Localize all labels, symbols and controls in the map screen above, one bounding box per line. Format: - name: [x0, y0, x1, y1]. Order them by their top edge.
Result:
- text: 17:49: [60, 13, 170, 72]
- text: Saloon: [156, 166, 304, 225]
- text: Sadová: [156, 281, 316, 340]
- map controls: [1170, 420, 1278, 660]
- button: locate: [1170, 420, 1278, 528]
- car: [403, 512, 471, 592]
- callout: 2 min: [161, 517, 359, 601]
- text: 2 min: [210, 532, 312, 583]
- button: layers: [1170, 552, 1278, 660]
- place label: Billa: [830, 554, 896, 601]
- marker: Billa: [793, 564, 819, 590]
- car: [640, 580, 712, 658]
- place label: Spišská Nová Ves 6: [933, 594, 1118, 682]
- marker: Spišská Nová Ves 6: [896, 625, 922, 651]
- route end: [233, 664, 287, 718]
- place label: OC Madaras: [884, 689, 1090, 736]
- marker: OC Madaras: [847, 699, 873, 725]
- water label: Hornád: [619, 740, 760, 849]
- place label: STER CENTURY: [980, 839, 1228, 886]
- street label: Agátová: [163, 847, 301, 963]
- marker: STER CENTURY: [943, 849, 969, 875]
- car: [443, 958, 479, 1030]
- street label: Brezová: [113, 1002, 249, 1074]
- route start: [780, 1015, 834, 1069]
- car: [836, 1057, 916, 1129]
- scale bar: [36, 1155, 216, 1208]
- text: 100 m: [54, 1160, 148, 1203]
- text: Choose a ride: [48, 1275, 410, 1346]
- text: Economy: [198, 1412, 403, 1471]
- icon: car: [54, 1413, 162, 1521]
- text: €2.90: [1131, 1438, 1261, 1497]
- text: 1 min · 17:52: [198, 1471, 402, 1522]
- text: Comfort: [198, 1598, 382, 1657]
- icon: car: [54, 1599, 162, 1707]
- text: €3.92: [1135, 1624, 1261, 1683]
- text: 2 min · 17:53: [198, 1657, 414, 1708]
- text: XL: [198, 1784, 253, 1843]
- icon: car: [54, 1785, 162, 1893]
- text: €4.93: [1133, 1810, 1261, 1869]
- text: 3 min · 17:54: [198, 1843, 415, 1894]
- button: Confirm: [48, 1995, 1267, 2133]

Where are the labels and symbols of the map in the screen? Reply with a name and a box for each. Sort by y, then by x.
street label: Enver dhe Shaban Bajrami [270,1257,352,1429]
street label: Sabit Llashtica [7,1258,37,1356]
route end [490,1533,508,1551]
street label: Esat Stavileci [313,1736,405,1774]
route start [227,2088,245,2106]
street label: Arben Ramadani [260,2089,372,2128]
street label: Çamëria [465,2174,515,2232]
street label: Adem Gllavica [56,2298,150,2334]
★ ★ ★
#### THE PROBLEM
Repeat exactly the lines from the line containing "Where are the" through the end of the listing above; both boundary lines are part of the output.

#### RESULT OF THE TASK
Where are the labels and symbols of the map in the screen? Reply with a name and a box for each. Sort by y, then by x.
street label: Enver dhe Shaban Bajrami [270,1257,352,1429]
street label: Sabit Llashtica [7,1258,37,1356]
route end [490,1533,508,1551]
street label: Esat Stavileci [313,1736,405,1774]
route start [227,2088,245,2106]
street label: Arben Ramadani [260,2089,372,2128]
street label: Çamëria [465,2174,515,2232]
street label: Adem Gllavica [56,2298,150,2334]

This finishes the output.